Data records:
####

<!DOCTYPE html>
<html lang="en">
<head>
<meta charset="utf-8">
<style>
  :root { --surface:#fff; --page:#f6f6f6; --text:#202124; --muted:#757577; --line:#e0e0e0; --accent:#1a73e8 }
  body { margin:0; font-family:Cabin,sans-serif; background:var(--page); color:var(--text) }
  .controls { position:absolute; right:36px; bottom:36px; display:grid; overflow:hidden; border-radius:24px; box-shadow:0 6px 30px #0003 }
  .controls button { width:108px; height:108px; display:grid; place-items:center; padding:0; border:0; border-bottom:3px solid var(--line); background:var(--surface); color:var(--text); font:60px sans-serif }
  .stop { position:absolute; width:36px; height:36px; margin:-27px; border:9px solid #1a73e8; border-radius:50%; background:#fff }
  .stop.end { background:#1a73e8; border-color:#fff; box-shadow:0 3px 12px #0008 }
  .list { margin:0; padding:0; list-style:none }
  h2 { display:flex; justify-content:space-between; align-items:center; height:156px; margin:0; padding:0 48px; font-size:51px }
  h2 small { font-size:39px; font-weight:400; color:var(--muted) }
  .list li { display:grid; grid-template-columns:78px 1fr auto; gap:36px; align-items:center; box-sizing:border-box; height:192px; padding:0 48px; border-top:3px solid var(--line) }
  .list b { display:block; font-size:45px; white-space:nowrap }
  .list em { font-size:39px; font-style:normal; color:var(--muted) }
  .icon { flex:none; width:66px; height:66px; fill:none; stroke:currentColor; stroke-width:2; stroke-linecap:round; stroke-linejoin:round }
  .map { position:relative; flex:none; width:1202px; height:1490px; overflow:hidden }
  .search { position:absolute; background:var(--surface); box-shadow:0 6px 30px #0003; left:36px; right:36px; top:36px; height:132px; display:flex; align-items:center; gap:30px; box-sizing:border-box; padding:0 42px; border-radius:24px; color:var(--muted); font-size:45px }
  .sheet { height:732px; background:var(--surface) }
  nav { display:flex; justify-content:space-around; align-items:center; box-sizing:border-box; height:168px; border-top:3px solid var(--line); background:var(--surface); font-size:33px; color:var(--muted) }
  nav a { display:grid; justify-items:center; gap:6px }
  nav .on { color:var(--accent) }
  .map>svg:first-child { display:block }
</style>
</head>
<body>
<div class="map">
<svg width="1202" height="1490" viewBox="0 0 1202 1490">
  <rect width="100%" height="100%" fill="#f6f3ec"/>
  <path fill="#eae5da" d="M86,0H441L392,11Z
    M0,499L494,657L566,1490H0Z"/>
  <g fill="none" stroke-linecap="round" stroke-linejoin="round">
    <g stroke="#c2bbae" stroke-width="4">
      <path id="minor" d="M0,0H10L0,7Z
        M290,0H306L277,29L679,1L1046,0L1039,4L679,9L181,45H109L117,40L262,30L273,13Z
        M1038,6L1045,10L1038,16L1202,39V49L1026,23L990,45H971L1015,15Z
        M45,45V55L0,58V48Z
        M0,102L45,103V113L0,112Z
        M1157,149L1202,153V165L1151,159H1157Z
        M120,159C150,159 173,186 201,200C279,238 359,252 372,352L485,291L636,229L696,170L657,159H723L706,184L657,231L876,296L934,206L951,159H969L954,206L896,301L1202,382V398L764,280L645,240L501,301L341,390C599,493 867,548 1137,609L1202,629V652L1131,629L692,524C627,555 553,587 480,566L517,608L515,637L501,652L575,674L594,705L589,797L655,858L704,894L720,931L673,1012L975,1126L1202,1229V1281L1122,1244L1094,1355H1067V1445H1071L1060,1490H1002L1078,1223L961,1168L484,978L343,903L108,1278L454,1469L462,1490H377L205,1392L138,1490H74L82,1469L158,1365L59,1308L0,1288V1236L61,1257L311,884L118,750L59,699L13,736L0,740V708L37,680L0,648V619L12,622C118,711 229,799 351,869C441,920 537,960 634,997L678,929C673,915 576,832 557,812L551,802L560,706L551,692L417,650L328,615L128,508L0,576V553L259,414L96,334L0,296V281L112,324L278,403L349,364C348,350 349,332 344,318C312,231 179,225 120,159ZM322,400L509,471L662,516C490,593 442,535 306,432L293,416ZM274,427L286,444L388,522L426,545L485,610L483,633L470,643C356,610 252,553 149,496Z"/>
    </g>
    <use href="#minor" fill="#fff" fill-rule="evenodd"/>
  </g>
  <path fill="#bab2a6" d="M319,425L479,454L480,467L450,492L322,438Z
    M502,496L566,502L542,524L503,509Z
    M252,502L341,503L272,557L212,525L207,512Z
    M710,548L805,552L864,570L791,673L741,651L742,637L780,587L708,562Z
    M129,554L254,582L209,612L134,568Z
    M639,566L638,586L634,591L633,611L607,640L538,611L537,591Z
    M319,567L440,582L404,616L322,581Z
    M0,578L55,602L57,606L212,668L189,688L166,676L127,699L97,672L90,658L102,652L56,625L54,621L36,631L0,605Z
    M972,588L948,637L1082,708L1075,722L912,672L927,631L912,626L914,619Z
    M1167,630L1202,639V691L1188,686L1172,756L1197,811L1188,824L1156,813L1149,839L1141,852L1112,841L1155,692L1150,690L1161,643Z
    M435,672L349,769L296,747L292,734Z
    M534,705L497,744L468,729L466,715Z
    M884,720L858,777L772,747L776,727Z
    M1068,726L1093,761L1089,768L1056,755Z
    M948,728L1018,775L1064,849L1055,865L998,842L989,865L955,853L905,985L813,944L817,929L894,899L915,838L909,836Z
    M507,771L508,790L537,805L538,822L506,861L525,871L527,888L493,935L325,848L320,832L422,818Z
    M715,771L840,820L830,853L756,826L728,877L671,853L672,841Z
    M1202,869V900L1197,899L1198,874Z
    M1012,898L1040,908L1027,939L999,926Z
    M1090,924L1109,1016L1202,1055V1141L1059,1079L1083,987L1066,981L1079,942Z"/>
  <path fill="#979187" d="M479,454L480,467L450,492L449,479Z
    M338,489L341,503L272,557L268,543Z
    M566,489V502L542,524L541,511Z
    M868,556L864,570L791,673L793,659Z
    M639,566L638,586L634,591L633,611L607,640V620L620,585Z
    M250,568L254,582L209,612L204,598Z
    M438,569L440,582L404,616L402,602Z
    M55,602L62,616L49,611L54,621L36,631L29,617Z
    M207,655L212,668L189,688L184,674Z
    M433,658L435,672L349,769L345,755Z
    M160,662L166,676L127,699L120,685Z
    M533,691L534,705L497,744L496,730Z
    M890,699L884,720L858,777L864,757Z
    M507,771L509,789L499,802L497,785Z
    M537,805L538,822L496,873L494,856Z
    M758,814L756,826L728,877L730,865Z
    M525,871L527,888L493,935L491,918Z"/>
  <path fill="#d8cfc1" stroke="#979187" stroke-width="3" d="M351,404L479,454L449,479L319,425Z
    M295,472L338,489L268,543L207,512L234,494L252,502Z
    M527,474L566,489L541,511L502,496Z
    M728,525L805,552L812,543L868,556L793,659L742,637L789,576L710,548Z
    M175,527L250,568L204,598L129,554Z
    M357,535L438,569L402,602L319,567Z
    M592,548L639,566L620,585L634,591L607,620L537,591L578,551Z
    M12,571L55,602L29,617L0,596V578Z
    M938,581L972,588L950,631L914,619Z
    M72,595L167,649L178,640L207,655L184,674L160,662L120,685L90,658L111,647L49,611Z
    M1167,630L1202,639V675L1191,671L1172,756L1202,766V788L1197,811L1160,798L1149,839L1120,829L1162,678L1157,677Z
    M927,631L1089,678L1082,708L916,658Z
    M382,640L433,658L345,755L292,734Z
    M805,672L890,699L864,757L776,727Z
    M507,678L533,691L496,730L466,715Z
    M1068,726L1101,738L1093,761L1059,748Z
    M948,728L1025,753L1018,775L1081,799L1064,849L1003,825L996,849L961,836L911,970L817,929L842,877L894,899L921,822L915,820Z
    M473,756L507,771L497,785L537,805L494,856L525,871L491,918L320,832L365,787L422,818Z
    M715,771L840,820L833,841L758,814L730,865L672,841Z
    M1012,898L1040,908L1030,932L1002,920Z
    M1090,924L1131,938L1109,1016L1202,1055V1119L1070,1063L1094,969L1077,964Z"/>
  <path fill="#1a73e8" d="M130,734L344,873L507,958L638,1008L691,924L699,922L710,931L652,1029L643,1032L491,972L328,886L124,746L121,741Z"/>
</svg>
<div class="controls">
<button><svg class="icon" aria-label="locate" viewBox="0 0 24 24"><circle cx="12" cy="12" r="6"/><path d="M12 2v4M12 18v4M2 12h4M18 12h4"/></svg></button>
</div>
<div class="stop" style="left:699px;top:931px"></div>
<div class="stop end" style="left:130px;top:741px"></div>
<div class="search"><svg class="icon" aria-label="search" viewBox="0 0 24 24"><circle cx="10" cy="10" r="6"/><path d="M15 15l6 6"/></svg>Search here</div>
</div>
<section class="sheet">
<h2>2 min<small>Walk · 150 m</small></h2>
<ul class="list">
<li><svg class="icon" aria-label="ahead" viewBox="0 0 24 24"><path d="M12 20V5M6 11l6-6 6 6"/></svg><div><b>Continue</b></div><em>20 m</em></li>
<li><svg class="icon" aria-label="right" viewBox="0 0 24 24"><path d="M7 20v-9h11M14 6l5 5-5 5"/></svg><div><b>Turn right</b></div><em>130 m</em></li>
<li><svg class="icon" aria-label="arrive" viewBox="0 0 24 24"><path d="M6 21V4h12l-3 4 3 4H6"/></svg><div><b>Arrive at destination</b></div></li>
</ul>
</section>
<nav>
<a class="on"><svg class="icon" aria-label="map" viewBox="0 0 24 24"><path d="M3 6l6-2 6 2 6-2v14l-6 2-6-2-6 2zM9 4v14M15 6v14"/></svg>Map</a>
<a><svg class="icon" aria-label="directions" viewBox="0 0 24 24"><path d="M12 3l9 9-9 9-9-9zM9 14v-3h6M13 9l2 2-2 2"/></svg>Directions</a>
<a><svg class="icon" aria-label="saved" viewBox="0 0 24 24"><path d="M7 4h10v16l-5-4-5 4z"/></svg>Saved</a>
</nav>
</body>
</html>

####

### DIRECTIONS
Every line above carrying the word "stroke" needs to be shown.

### EXERCISE RESPONSE
  .icon { flex:none; width:66px; height:66px; fill:none; stroke:currentColor; stroke-width:2; stroke-linecap:round; stroke-linejoin:round }
  <g fill="none" stroke-linecap="round" stroke-linejoin="round">
    <g stroke="#c2bbae" stroke-width="4">
  <path fill="#d8cfc1" stroke="#979187" stroke-width="3" d="M351,404L479,454L449,479L319,425Z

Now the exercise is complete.